Start of Available data

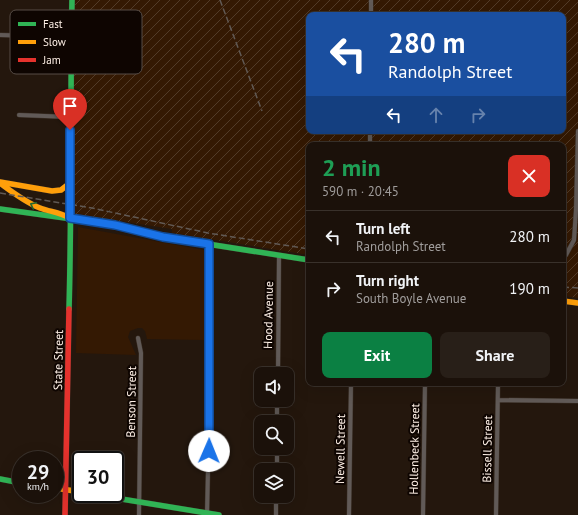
<!DOCTYPE html>
<html lang="en">
<head>
<meta charset="utf-8">
<style>
	:root { --surface:#1b110a; --page:#281f18; --text:#f1f3f6; --muted:#a09d9c; --line:#39312b; --accent:#0b8043 }
	body { margin:0; font-family:"PT Sans",sans-serif; background:var(--page); color:var(--text); height:100vh; display:flex; flex-direction:column; font-size:15px; white-space:nowrap }
	* { box-sizing:border-box; margin:0 }
	p { font-size:13px; color:var(--muted) }
	.icon { flex:none; width:22px; height:22px; fill:none; stroke:currentColor; stroke-width:2; stroke-linecap:round; stroke-linejoin:round }
	.map { position:relative; flex:1; overflow:hidden }
	.drawer { position:absolute; left:306px; top:142px; width:260px; height:244px; display:flex; flex-direction:column; background:var(--surface); border-radius:8px; box-shadow:0 4px 16px #0002,0 0 0 1px var(--line) }
	.drawer>* { flex:none }
	.guide { position:absolute; left:306px; top:12px; width:260px; height:122px; border-radius:8px; box-shadow:0 4px 16px #0002,0 0 0 1px var(--line); background:#1a4fa0; color:#fff; overflow:hidden }
	.tools { position:absolute; left:254px; top:367px; display:grid; gap:8px }
	.tools a { display:grid; place-items:center; width:40px; height:40px; border-radius:8px; background:var(--surface); box-shadow:0 4px 16px #0002,0 0 0 1px var(--line); font-size:20px }
	.speed { position:absolute; left:12px; top:451px; display:flex; gap:8px; font-size:20px; font-weight:700; text-align:center }
	.speed>* { display:grid; place-content:center; width:52px; height:52px; border-radius:50%; background:var(--surface); box-shadow:0 4px 16px #0002,0 0 0 1px var(--line); line-height:1 }
	.speed small { font-size:10px; font-weight:400 }
	.speed .limit { border:2px solid #111; border-radius:6px; background:#fff; color:#111 }
	.pin { position:absolute; display:grid; place-items:center; width:34px; height:34px; color:#fff; margin:-41px -17px; border-radius:50% 50% 50% 0; rotate:-45deg; box-shadow:0 0 4px #0007 }
	.pin .icon { rotate:45deg }
	.me { position:absolute; width:44px; margin:-22px; rotate:1deg; stroke-linejoin:round; filter:drop-shadow(0 0 3px #0008) }
	.turn { display:flex; align-items:center; gap:14px; height:84px; padding:0 16px; font-size:18px }
	.turn .icon { width:52px; height:52px; stroke-width:2.5 }
	.turn b { display:block; font-size:28px; line-height:34px }
	.lanes { display:flex; align-items:center; height:38px; padding:0 16px; background:#0003; justify-content:center; gap:20px; direction:ltr }
	.lanes .off { opacity:.35 }
	.round { display:grid; place-items:center; flex:none; width:42px; height:42px; border-radius:8px; background:var(--page) }
	.head { display:flex; align-items:center; justify-content:space-between; height:68px; padding:0 16px }
	h1 { font-size:24px; font-weight:800; line-height:30px; color:#1e9e55 }
	.action { display:flex; gap:8px; margin-top:auto; padding:8px 16px }
	.action a { flex:1; height:46px; border-radius:8px; background:var(--accent); color:#fff; font-size:16px; font-weight:800; line-height:46px; text-align:center }
	.action a+a { background:var(--page); color:var(--text) }
	ul { padding:0; list-style:none }
	li { display:flex; align-items:center; gap:12px; height:52px; padding:0 16px; border-top:1px solid var(--line) }
	li div { flex:1 }
	li b { display:block; font-size:15px }
	li em { font-style:normal }
	.map>svg:first-child { display:block }
	.industrial { fill:url(#industrial-furrows); fill-rule:evenodd }
	.built { fill:#341903 }
	.lines { fill:none; stroke-linecap:round; stroke-linejoin:round }
	.street-casing { stroke:#3d3229; stroke-width:5 }
	.fast-casing { stroke:#3d3229; stroke-width:6 }
	.slow-casing { stroke:#3d3229; stroke-width:6 }
	.jam-casing { stroke:#3d3229; stroke-width:6 }
	.street { stroke:#615a57; stroke-width:4 }
	.fast { stroke:#30b455; stroke-width:5.5 }
	.slow { stroke:#ff9f0a; stroke-width:5.5 }
	.jam { stroke:#e5322d; stroke-width:5.5 }
	.rail { stroke:#615954; stroke-width:1.5; stroke-dasharray:6 3; stroke-linecap:butt }
	.oneway { stroke:#21652f }
	.route-casing { stroke:#114b97; stroke-width:10 }
	.route { stroke:#1a73e8; stroke-width:7 }
	.labels { text-anchor:middle; dominant-baseline:central; stroke-width:4; stroke-linejoin:round; paint-order:stroke }
	.street-label { font-size:12px; fill:#fff1e7; stroke:#0e0501 }
	.key { fill:#0e0501; stroke:#564c46; stroke-width:1 }
	.key-label { font-size:11px; fill:#fff1e7 }
</style>
</head>
<body>
<div class="map">
<svg width="578" height="515" viewBox="0 0 578 515">
	<defs>
		<pattern id="industrial-furrows" width="10" height="10" patternUnits="userSpaceOnUse"><rect width="10" height="10" fill="#341903"/><path d="M-1 1l2-2M0 10L10 0M9 11l2-2" fill="none" stroke="#523b28"/></pattern>
	</defs>
	<rect width="100%" height="100%" fill="#24170d"/>
	<!-- industrial -->
	<path class="industrial" d="M72,0H578V298L563,296V145H309V255L172,233V229L69,213ZM309,15H563V131H309Z"/>
	<!-- built -->
	<path class="built" d="M78,227L204,250L205,340L147,339L145,331L142,328H138L130,331L128,337L136,355L76,353Z"/>
	<g class="lines">
		<defs>
			<path id="street" d="M371,15V0
				M0,35L72,37
				M19,115L70,117
				M370,145V131
				M563,257L566,255L574,240L576,210L578,131
				M138,338L141,353L139,515
				M278,374L279,256
				M498,400L578,401
				M277,422V400
				M277,470V448
				M207,515L209,425V244
				M276,515V496
				M349,515L351,383
				M423,515L425,383
				M496,515L498,383"/>
			<path id="fast" d="M0,209L115,225L163,237L309,260
				M69,309C72,206 70,103 72,0
				M0,479L21,483
				M91,494L219,515"/>
			<path id="slow" d="M0,182L52,191L61,190L70,183
				M0,183C12,192 25,202 40,208C50,212 60,212 69,218
				M563,301L578,303
				M55,488L81,492"/>
			<path id="jam" d="M65,515L69,309"/>
		</defs>
		<!-- street casing -->
		<use href="#street" class="street-casing"/>
		<!-- fast casing -->
		<use href="#fast" class="fast-casing"/>
		<!-- slow casing -->
		<use href="#slow" class="slow-casing"/>
		<!-- jam casing -->
		<use href="#jam" class="jam-casing"/>
		<!-- street -->
		<use href="#street" class="street"/>
		<!-- fast -->
		<use href="#fast" class="fast"/>
		<!-- slow -->
		<use href="#slow" class="slow"/>
		<!-- jam -->
		<use href="#jam" class="jam"/>
		<!-- rail -->
		<path class="rail" d="M220,0L262,111
			M0,193L92,208L208,233L309,249
			M563,287L578,288"/>
	</g>
	<!-- one-way arrows -->
	<defs><path id="oneway-chevron" d="M-2-3.5L2.5 0L-2 3.5" fill="none" stroke-width="1.6" stroke-linecap="round" stroke-linejoin="round"/></defs>
	<use class="oneway" href="#oneway-chevron" transform="translate(33 205) rotate(-153)"/>
	<g class="lines">
		<defs>
			<path id="route" d="M70,130V218L115,225L163,237L209,244V451"/>
		</defs>
		<!-- route casing -->
		<use href="#route" class="route-casing"/>
		<!-- route -->
		<use href="#route" class="route"/>
	</g>
	<g class="labels">
		<!-- street labels -->
		<g class="street-label">
			<text transform="translate(268 315) rotate(-89)">Hood Avenue</text>
			<text transform="translate(58 360) rotate(-89)">State Street</text>
			<text transform="translate(131 402) rotate(-89)">Benson Street</text>
			<text transform="translate(340 449) rotate(-89)">Newell Street</text>
			<text transform="translate(414 449) rotate(-89)">Hollenbeck Street</text>
			<text transform="translate(487 449) rotate(-89)">Bissell Street</text>
		</g>
	</g>
	<!-- legend -->
	<rect x="10" y="10" width="132" height="64" rx="6" class="key"/>
	<rect x="18" y="22" width="18" height="4" fill="#30b455"/>
	<rect x="18" y="40" width="18" height="4" fill="#ff9f0a"/>
	<rect x="18" y="58" width="18" height="4" fill="#e5322d"/>
	<g class="key-label">
		<text x="43" y="28">Fast</text>
		<text x="43" y="46">Slow</text>
		<text x="43" y="64">Jam</text>
	</g>
</svg>
<div class="tools">
<a><svg class="icon" aria-label="sound" viewBox="0 0 24 24"><path d="M4 9h4l5-4v14l-5-4H4zM17 9q2 3 0 6"/></svg></a>
<a><svg class="icon" aria-label="search" viewBox="0 0 24 24"><circle cx="10" cy="10" r="6"/><path d="M15 15l6 6"/></svg></a>
<a><svg class="icon" aria-label="layers" viewBox="0 0 24 24"><path d="M12 4l9 5-9 5-9-5zM3 14l9 5 9-5"/></svg></a>
</div>
<div class="speed"><div>29<small>km/h</small></div><div class="limit">30</div></div>
<div class="pin" style="left:70px;top:130px;background:#d93025"><svg class="icon" aria-label="arrive" viewBox="0 0 24 24"><path d="M6 21V4h12l-3 4 3 4H6"/></svg></div>
<svg class="me" style="left:209px;top:451px" viewBox="-20 -20 40 40"><circle r="19" fill="#fff"/><path d="M0-13L10 11 0 6-10 11z" fill="#1a73e8"/></svg>
<div class="guide">
<div class="turn"><svg class="icon" aria-label="left" viewBox="0 0 24 24"><path d="M17 20v-9H6M10 6l-5 5 5 5"/></svg><div><b>280 m</b>Randolph Street</div></div>
<div class="lanes"><svg class="icon" aria-label="left" viewBox="0 0 24 24"><path d="M17 20v-9H6M10 6l-5 5 5 5"/></svg><svg class="icon off" aria-label="ahead" viewBox="0 0 24 24"><path d="M12 20V5M6 11l6-6 6 6"/></svg><svg class="icon off" aria-label="right" viewBox="0 0 24 24"><path d="M7 20v-9h11M14 6l5 5-5 5"/></svg></div>
</div>
<section class="drawer">
<div class="head"><div><h1>2 min</h1><p>590 m · 20:45</p></div><a class="round" style="background:#d93025;color:#fff"><svg class="icon" aria-label="close" viewBox="0 0 24 24"><path d="M6 6l12 12M18 6L6 18"/></svg></a></div>
<ul>
<li><svg class="icon" aria-label="left" viewBox="0 0 24 24"><path d="M17 20v-9H6M10 6l-5 5 5 5"/></svg><div><b>Turn left</b><p>Randolph Street</p></div><em>280 m</em></li>
<li><svg class="icon" aria-label="right" viewBox="0 0 24 24"><path d="M7 20v-9h11M14 6l5 5-5 5"/></svg><div><b>Turn right</b><p>South Boyle Avenue</p></div><em>190 m</em></li>
</ul>
<div class="action"><a>Exit</a><a>Share</a></div>
</section>
</div>
</body>
</html>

End of Available data

About this task
For each line in the data above that contains the string "oneway", extract the line.

Output of the task
	.oneway { stroke:#21652f }
	<defs><path id="oneway-chevron" d="M-2-3.5L2.5 0L-2 3.5" fill="none" stroke-width="1.6" stroke-linecap="round" stroke-linejoin="round"/></defs>
	<use class="oneway" href="#oneway-chevron" transform="translate(33 205) rotate(-153)"/>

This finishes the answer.